To: carranza2 who wrote (12592)2/18/2006 9:01:09 AM
From: Lane3  Read Replies (1) | Respond to of 541375
 
I have preliminarily concluded that it knew that the legalities of the surveillance were quite dodgy, yet that it acted in good faith. Why else would a politically sophisticated administration inform Democratic congressmen of what it was doing unless it was?

I think this reasoning is sound as far as it goes. The problem that I see is that it ignores the puffed-chest CIC-uber-alles rhetoric. Your comfort level is hard to reconcile with that.



To: carranza2 who wrote (12592)2/18/2006 7:22:50 PM
From: JohnM  Read Replies (1) | Respond to of 541375
 
Remember that I focused on the difficulties with FISA's effectiveness, not on justifying the Administration's actions, though I have preliminarily concluded that it knew that the legalities of the surveillance were quite dodgy, yet that it acted in good faith. Why else would a politically sophisticated administration inform Democratic congressmen of what it was doing unless it was? As a result, I believe that it is highly unlikely that any abuses resulted from the program.

There is some dispute as to what "inform Democratic congressmen/women" consisted of. We don't know precisely how much of the program they were told about. We do know they were unable to do anything that would constitute due diligence, such as bring aids with them (ones, for instance, who could ask the right questions about the technicalities). So I think "inform" is likely a stretch.

We do know that both Rockefeller and Pelosi wrote contemporaneous letters of protest. I think it's fair to ask whether they should not have done more. But what they did suggests a great many questions.

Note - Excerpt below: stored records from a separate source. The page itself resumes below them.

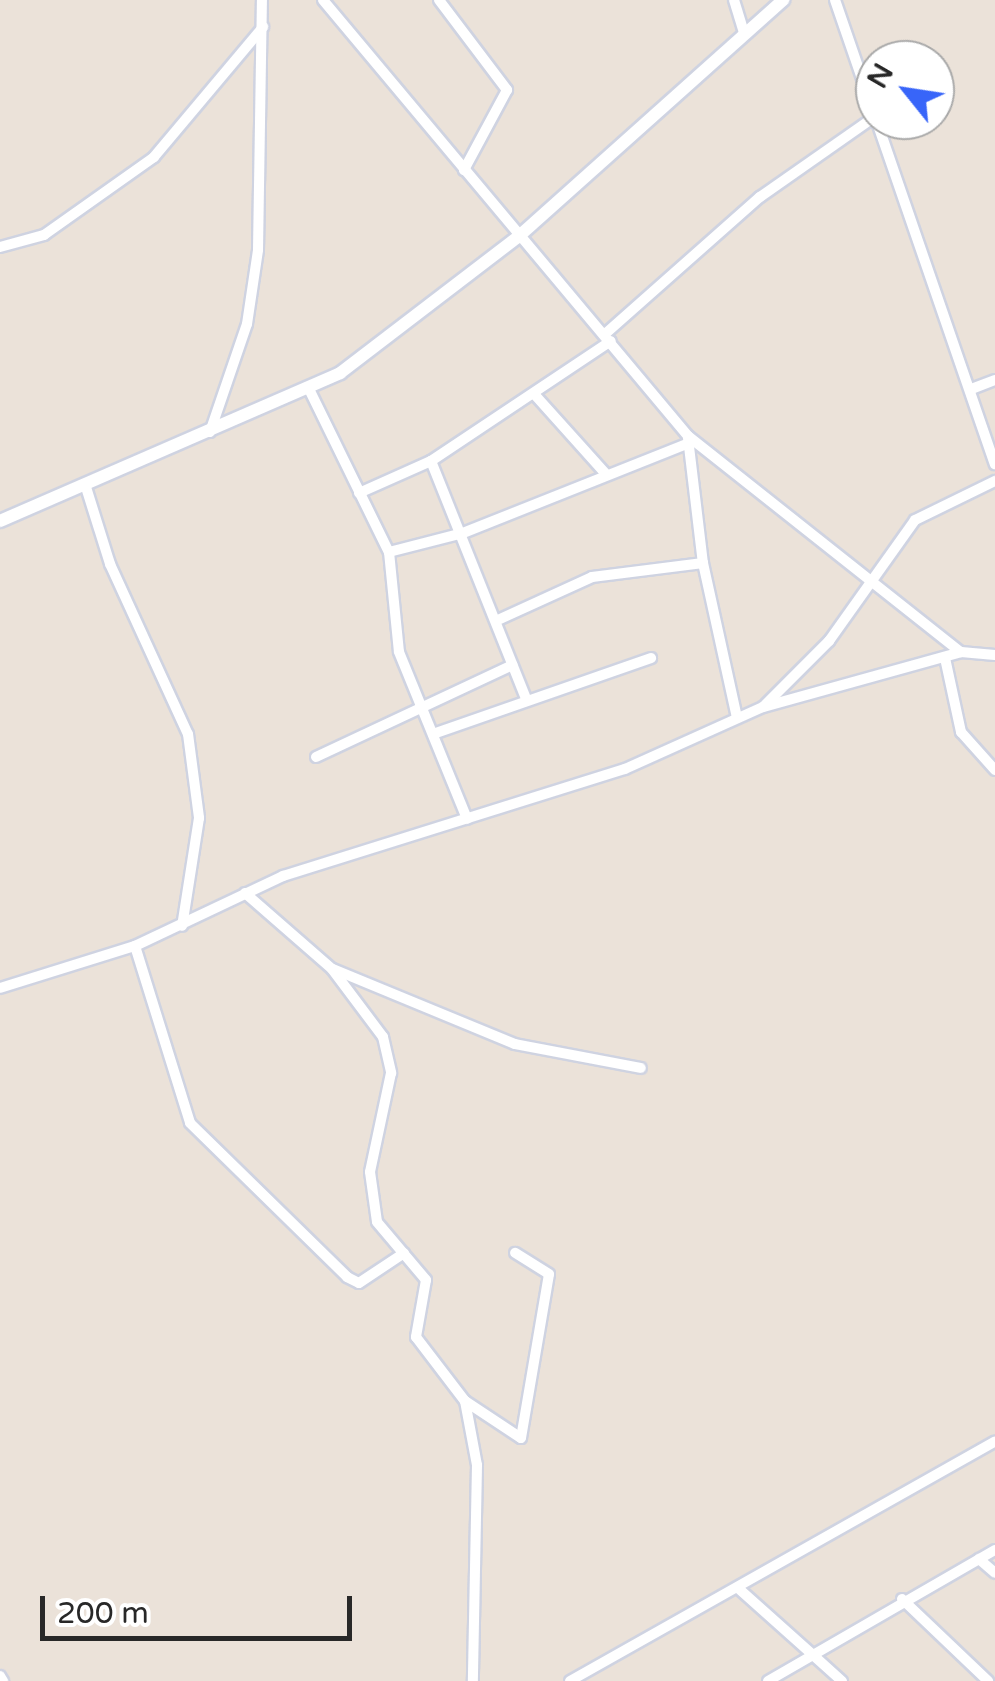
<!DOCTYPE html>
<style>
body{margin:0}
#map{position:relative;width:995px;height:1681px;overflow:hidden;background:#ebe2d9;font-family:"Varela Round",sans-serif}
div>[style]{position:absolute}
.roads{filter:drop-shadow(2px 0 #cfd3e1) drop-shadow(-2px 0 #cfd3e1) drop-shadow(0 2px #cfd3e1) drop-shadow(0 -2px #cfd3e1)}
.minor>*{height:10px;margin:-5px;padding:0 5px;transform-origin:5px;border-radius:5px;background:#fff}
.tertiary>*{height:12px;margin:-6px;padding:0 6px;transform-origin:6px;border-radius:6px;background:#fff}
span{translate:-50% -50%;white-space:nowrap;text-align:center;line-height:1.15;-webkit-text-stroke:8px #fff;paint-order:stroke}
.north{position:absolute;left:855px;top:40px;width:100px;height:100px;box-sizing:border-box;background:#fff;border:2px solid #a9a9a9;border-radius:50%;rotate:300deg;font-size:28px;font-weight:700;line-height:40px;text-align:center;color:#282828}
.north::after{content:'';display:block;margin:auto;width:35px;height:45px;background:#3865f9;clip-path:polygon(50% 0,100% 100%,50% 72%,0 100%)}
.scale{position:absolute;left:40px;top:1596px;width:312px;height:45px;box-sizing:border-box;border:5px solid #282828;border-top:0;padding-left:12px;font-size:30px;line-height:35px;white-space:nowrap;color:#282828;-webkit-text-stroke:8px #fff;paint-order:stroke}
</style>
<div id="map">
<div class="roads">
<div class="minor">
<div style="left:323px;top:0;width:569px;rotate:50.07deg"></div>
<div style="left:688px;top:436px;width:348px;rotate:38.4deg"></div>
<div style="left:961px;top:652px;width:34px;rotate:5deg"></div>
<div style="left:439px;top:0;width:113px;rotate:52.9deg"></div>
<div style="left:507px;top:90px;width:91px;rotate:118.3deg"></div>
<div style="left:734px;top:0;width:34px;rotate:73deg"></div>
<div style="left:835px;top:0;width:491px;rotate:71deg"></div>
<div style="left:0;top:247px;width:46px;rotate:-15.3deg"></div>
<div style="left:44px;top:235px;width:135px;rotate:-35.3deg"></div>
<div style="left:154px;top:157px;width:170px;rotate:-50deg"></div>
<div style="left:605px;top:334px;width:207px;rotate:-41.5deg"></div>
<div style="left:760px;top:197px;width:138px;rotate:-35deg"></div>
<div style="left:974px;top:388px;width:22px;rotate:-21deg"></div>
<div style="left:309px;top:389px;width:182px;rotate:63.9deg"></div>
<div style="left:389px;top:552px;width:100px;rotate:84.3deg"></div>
<div style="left:399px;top:652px;width:180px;rotate:67.8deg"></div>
<div style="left:535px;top:395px;width:106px;rotate:48.1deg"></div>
<div style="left:210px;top:432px;width:114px;rotate:-71.1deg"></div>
<div style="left:247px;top:324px;width:75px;rotate:-81.5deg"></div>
<div style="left:258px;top:250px;width:250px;rotate:-89.1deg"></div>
<div style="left:688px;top:438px;width:126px;rotate:83.2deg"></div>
<div style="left:703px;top:563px;width:158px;rotate:77.6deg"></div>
<div style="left:431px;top:461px;width:256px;rotate:68.2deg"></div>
<div style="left:85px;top:484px;width:84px;rotate:72.6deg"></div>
<div style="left:110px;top:564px;width:187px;rotate:65.4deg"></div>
<div style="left:188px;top:734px;width:85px;rotate:82.5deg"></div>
<div style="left:199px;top:818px;width:109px;rotate:98.9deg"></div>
<div style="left:359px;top:493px;width:79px;rotate:-24deg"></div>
<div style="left:431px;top:461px;width:216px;rotate:-33.7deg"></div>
<div style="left:389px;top:552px;width:76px;rotate:-14.4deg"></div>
<div style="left:463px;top:533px;width:243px;rotate:-21.7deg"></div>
<div style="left:500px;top:619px;width:101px;rotate:-24.5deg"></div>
<div style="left:592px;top:577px;width:112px;rotate:-7.2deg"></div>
<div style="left:945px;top:658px;width:76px;rotate:77.8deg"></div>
<div style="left:961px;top:732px;width:51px;rotate:48.2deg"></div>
<div style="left:765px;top:705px;width:91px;rotate:-45deg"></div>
<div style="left:829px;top:641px;width:148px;rotate:-54.6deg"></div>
<div style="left:915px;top:520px;width:89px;rotate:-26deg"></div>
<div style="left:433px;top:734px;width:231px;rotate:-19.2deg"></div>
<div style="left:316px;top:757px;width:217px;rotate:-25.1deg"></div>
<div style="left:245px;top:893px;width:116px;rotate:41.1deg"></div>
<div style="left:332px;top:969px;width:85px;rotate:53.1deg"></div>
<div style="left:383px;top:1037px;width:37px;rotate:77deg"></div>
<div style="left:391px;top:1073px;width:101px;rotate:102deg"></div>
<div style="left:370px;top:1172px;width:50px;rotate:82deg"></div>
<div style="left:377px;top:1222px;width:76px;rotate:49.8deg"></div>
<div style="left:426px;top:1280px;width:58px;rotate:100deg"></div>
<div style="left:416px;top:1337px;width:81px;rotate:52.6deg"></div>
<div style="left:465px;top:1401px;width:65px;rotate:79.4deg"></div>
<div style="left:477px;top:1465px;width:216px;rotate:91.1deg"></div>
<div style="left:135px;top:946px;width:185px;rotate:72.7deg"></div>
<div style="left:190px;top:1123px;width:220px;rotate:44.4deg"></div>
<div style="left:347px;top:1277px;width:13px;rotate:27deg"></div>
<div style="left:359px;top:1283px;width:54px;rotate:-33.7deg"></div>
<div style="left:333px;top:969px;width:197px;rotate:22.4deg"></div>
<div style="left:515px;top:1044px;width:128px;rotate:10.8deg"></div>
<div style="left:0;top:988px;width:141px;rotate:-17.3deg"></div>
<div style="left:135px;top:946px;width:164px;rotate:-25.3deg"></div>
<div style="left:283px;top:876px;width:358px;rotate:-17.4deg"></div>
<div style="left:625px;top:769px;width:151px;rotate:-24.2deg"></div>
<div style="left:763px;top:707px;width:205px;rotate:-15.5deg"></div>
<div style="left:465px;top:1401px;width:67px;rotate:33.5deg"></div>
<div style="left:521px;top:1438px;width:166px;rotate:-80.3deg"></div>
<div style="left:549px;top:1274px;width:40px;rotate:-148deg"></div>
<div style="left:979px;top:1559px;width:21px;rotate:41deg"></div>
<div style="left:738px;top:1588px;width:101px;rotate:41.8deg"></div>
<div style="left:813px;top:1655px;width:210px;rotate:-30deg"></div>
<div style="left:902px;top:1599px;width:119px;rotate:43.6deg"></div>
<div style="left:0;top:1676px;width:6px;rotate:59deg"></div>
<div style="left:570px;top:1681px;width:488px;rotate:-29.4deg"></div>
<div style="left:768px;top:1681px;width:52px;rotate:-30deg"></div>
<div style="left:813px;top:1655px;width:39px;rotate:42deg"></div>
</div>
<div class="tertiary">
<div style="left:0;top:521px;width:371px;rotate:-23.5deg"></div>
<div style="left:340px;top:373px;width:224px;rotate:-37.4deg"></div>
<div style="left:518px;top:237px;width:356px;rotate:-41.8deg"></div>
</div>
</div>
<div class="north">N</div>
<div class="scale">200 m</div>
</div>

As for abuses having occurred in the past, the concern is, equally, if not more so, with a structure which permits much future abuse.

While I continue to think the Toensing op ed piece gets us nowhere, there is an interesting argument in favor of what the WH did which I thought you would bring up in your reply. That's the argument that it's not the FISA court per se that is the problem. Rather it's the speed with which the administration prepares the paperwork for the FISA court. That may well be an area in which there is a great deal of room for improvement. In house, so to speak.



To: carranza2 who wrote (12592)2/19/2006 12:33:25 AM
From: wonk  Read Replies (1) | Respond to of 541375
 
I could get into a point-by-point rebuttal, but I really don’t want to spar. Let me try to stick to some big picture items. But before I do, I'll take a stab at breaking down the quote you highlighted at the bottom of your reply.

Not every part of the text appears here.